WORK REQUIRED:
Please restate each line of the data that follows word for word, skipping any image.

PROVIDED DATA:
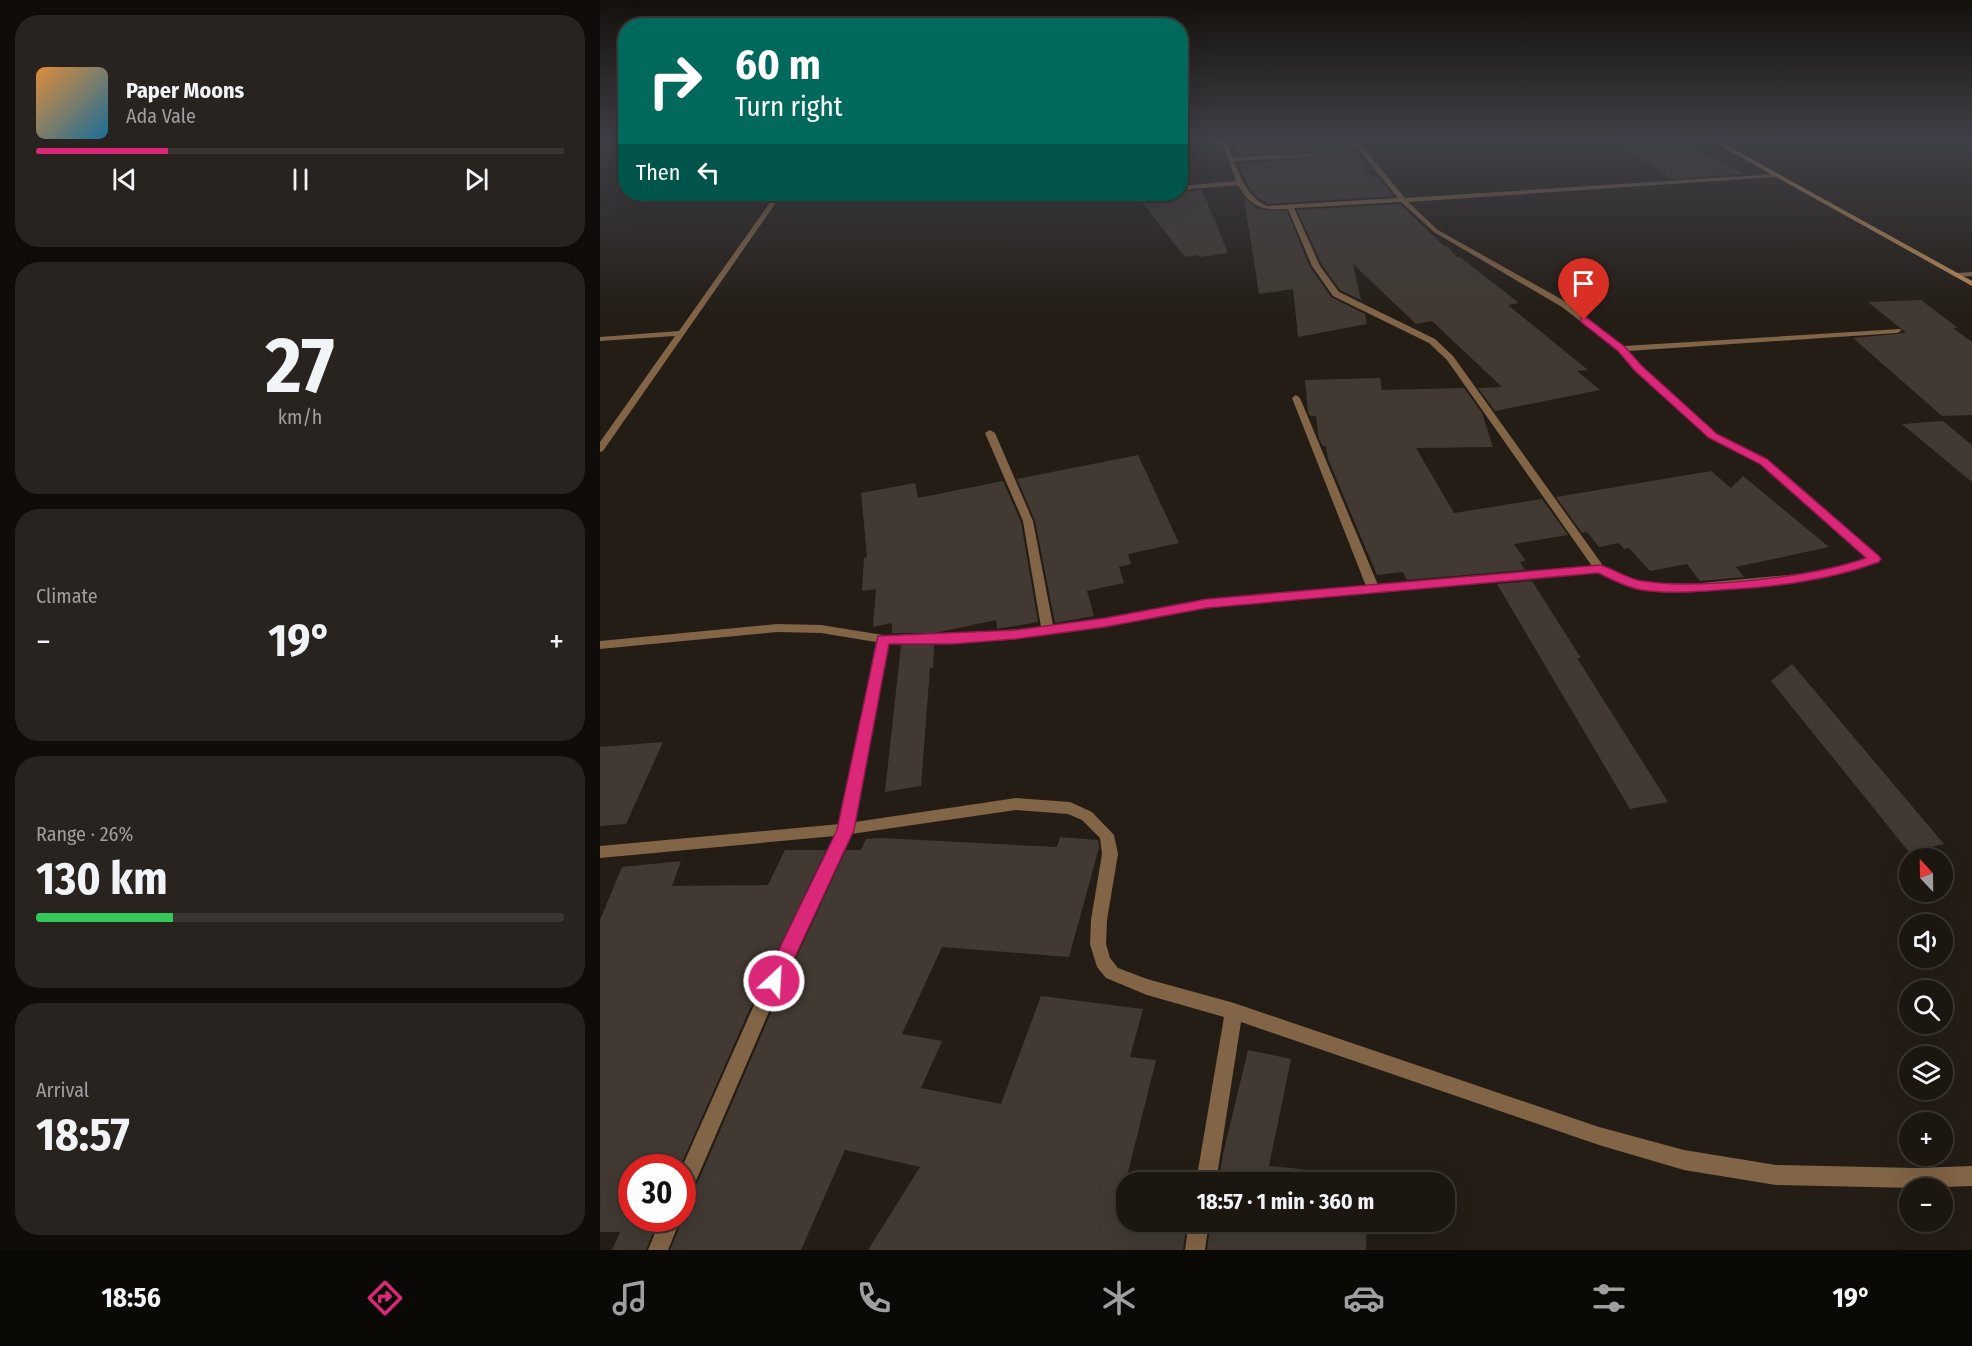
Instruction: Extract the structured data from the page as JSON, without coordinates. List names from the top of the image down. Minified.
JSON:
{"north":"top","page":{"turn":["60 m","Turn right"],"song":["Paper Moons","Ada Vale"],"then":"Then","tile":[["27","km/h"],"Climate",["Range · 26%","130 km"],["Arrival","18:57"]],"heat":["−","19°","+"],"map_buttons":["+","−"],"limit":"30","trip":"18:57 · 1 min · 360 m","tabs":["18:56","19°"]}}
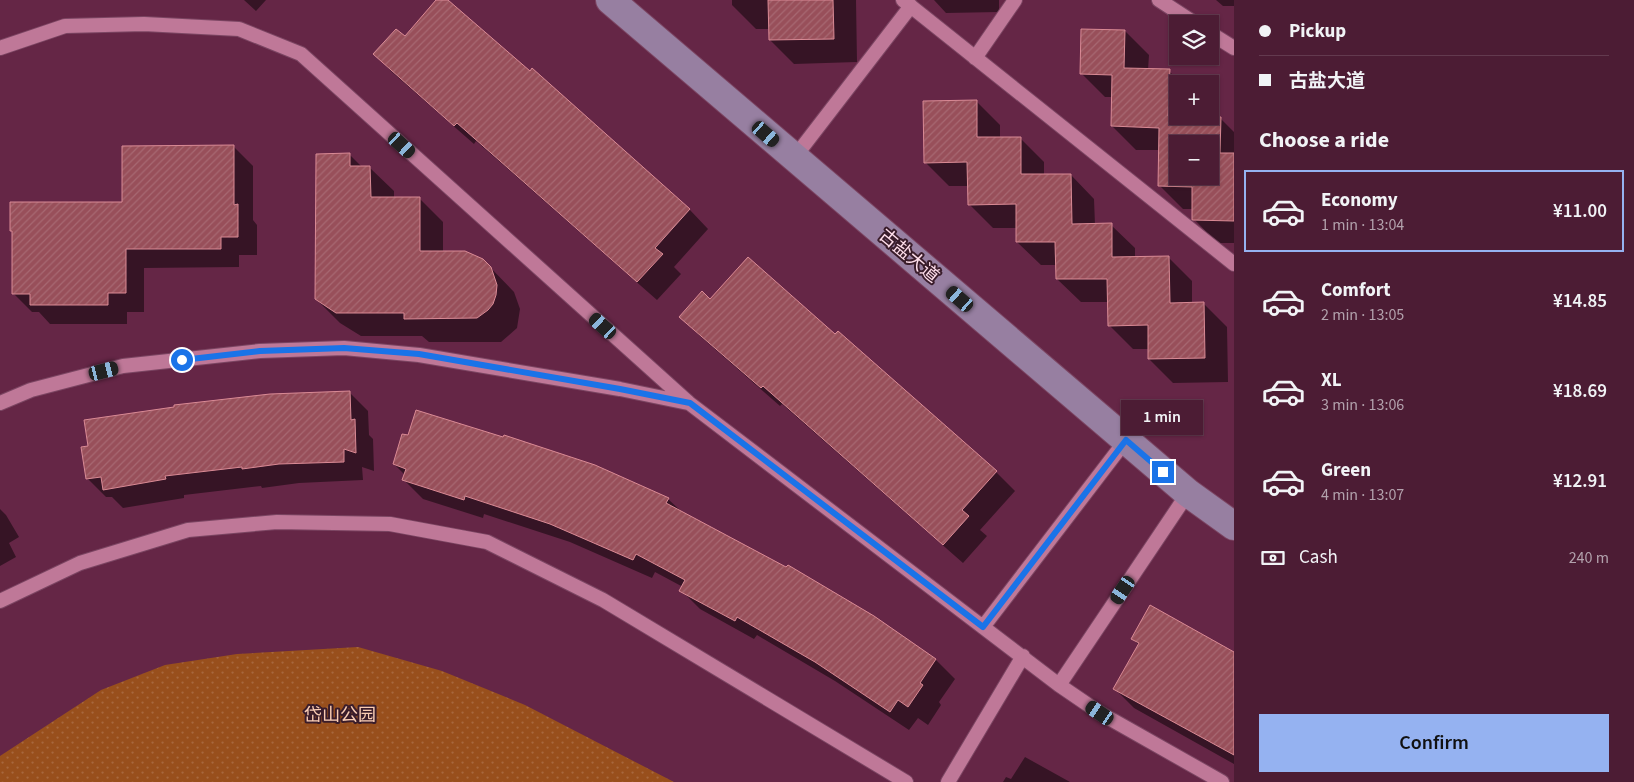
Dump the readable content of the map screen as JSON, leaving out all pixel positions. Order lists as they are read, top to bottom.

TASK OUTPUT:
Instruction: Extract the structured data from the page as JSON, without coordinates. List names from the top of the image down. Minified.
JSON:
{"north":"top","page":{"turn":["60 m","Turn right"],"song":["Paper Moons","Ada Vale"],"then":"Then","tile":[["27","km/h"],"Climate",["Range · 26%","130 km"],["Arrival","18:57"]],"heat":["−","19°","+"],"map_buttons":["+","−"],"limit":"30","trip":"18:57 · 1 min · 360 m","tabs":["18:56","19°"]}}
Dump the readable content of the map screen as JSON, leaving out all pixel positions. Order lists as they are read, top to bottom.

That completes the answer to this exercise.